Items from a dataset
════

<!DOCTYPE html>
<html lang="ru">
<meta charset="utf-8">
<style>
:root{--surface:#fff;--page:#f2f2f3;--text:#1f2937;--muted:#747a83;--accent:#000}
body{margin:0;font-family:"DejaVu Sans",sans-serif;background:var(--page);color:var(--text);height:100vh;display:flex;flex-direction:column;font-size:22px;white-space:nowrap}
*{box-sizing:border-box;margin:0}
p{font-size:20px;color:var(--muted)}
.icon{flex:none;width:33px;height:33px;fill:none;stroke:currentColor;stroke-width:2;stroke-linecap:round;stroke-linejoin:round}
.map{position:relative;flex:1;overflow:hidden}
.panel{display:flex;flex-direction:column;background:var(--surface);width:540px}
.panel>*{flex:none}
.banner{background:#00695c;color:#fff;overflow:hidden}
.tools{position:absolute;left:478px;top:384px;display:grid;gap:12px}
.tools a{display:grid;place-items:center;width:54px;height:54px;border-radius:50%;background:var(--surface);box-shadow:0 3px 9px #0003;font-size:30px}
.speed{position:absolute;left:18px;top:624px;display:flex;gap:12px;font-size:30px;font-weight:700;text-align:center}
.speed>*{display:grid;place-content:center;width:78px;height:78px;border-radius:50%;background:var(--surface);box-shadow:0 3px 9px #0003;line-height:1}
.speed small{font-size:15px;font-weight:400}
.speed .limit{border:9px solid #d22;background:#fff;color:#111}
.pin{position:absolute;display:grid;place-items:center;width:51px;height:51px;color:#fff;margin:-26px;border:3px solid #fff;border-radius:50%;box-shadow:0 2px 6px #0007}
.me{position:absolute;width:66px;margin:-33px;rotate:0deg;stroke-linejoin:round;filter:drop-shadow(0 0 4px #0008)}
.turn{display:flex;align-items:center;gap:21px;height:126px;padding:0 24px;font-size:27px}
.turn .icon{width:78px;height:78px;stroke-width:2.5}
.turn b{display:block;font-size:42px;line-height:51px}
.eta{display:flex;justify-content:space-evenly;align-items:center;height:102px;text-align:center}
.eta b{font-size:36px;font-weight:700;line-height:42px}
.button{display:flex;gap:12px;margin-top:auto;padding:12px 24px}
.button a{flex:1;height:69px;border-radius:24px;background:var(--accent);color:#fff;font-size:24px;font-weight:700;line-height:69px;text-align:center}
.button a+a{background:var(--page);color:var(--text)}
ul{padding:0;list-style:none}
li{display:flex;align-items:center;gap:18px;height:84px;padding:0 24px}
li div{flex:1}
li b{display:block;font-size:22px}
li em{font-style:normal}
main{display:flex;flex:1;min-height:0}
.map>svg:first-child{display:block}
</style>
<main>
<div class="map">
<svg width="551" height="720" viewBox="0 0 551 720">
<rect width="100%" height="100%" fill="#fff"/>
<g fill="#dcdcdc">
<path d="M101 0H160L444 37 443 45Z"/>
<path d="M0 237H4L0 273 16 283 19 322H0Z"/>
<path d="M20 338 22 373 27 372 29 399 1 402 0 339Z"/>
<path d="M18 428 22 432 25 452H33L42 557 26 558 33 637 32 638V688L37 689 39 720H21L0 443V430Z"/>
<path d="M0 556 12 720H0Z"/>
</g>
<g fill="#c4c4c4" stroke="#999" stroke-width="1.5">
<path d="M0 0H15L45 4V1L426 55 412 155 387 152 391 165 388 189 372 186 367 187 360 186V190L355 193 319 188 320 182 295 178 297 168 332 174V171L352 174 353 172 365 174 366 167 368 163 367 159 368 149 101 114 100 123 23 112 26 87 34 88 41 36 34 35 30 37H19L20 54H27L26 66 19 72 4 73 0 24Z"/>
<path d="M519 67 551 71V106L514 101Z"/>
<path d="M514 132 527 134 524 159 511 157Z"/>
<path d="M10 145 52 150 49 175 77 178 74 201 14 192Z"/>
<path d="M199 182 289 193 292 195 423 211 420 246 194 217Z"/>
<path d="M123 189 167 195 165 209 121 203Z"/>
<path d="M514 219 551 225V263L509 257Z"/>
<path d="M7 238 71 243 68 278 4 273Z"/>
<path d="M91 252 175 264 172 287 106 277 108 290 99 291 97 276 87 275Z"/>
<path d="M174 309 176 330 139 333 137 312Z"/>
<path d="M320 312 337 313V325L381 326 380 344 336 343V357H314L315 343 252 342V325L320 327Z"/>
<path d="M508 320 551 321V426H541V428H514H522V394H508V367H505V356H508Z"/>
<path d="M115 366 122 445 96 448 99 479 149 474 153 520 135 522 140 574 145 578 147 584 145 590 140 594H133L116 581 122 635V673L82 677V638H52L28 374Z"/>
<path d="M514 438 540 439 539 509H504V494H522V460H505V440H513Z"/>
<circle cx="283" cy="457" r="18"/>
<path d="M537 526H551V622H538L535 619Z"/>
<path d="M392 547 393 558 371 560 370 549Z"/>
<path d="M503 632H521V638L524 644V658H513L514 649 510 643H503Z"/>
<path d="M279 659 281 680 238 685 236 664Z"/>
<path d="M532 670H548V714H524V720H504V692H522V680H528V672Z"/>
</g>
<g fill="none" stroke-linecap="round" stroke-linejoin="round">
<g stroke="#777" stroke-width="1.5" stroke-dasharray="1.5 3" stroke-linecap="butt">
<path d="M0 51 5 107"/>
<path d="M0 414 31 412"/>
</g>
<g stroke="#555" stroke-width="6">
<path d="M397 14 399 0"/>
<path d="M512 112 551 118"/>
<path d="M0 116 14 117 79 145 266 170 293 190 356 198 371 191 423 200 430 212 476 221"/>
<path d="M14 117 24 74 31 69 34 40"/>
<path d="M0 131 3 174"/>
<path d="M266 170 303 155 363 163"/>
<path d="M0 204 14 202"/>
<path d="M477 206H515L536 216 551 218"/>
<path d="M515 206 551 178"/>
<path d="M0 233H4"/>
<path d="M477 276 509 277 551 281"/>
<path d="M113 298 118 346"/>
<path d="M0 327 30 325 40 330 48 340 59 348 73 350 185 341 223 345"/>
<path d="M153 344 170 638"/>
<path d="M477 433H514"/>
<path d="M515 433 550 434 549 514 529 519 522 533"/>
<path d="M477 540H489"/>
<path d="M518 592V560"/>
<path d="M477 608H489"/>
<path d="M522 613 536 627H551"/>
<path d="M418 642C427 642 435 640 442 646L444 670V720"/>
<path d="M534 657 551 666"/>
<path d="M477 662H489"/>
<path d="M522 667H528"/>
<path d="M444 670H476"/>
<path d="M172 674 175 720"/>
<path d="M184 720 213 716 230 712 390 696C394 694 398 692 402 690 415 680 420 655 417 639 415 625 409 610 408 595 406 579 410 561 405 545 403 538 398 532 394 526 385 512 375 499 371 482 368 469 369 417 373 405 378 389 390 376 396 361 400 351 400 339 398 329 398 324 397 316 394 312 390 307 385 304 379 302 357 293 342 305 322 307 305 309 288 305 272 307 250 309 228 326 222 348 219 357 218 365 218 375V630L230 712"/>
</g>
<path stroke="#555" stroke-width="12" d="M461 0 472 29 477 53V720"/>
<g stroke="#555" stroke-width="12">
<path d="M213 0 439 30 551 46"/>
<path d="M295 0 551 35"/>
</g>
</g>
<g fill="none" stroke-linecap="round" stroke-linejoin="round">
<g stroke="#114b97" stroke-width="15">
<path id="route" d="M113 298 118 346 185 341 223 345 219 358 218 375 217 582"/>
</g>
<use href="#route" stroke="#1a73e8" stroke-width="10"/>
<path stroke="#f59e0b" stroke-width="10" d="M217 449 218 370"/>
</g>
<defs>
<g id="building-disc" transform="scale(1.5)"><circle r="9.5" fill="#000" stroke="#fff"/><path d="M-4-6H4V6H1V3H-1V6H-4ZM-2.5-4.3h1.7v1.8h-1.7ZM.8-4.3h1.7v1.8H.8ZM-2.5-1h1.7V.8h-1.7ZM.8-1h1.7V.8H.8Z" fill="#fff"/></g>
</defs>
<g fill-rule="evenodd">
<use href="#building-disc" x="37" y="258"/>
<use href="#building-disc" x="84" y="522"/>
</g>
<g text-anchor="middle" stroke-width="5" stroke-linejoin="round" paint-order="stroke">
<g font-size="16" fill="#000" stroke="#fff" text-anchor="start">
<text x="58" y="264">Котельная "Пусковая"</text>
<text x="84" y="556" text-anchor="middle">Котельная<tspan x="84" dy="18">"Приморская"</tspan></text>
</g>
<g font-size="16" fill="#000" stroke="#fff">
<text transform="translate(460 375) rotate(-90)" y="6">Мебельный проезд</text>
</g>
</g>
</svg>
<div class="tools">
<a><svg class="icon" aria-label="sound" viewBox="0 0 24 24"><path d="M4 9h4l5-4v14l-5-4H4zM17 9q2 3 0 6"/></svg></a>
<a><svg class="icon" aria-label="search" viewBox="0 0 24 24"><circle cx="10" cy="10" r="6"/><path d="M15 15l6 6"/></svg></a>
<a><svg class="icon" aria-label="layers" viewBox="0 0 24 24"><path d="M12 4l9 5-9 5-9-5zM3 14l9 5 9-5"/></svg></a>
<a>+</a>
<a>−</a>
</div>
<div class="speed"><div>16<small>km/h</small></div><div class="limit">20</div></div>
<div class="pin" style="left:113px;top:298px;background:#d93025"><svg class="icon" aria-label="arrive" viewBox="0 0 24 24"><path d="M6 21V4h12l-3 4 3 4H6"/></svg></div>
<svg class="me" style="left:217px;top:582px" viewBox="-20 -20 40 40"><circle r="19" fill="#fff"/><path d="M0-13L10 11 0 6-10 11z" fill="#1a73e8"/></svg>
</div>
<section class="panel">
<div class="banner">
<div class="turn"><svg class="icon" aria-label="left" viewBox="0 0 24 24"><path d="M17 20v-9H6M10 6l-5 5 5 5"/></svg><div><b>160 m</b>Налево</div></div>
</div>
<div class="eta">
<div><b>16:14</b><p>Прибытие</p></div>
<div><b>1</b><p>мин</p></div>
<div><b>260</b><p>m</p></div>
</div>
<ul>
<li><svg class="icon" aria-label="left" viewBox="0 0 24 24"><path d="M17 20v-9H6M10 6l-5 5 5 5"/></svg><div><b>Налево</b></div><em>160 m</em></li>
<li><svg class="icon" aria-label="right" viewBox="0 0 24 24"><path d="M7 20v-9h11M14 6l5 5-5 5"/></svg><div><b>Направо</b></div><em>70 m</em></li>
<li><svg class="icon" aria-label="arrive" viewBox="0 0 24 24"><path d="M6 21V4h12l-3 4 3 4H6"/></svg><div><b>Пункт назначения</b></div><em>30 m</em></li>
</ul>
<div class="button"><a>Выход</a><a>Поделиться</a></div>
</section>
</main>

════

Action item:
When a line in the records above contains the word "space", copy it.

Expected answer:
body{margin:0;font-family:"DejaVu Sans",sans-serif;background:var(--page);color:var(--text);height:100vh;display:flex;flex-direction:column;font-size:22px;white-space:nowrap}
.eta{display:flex;justify-content:space-evenly;align-items:center;height:102px;text-align:center}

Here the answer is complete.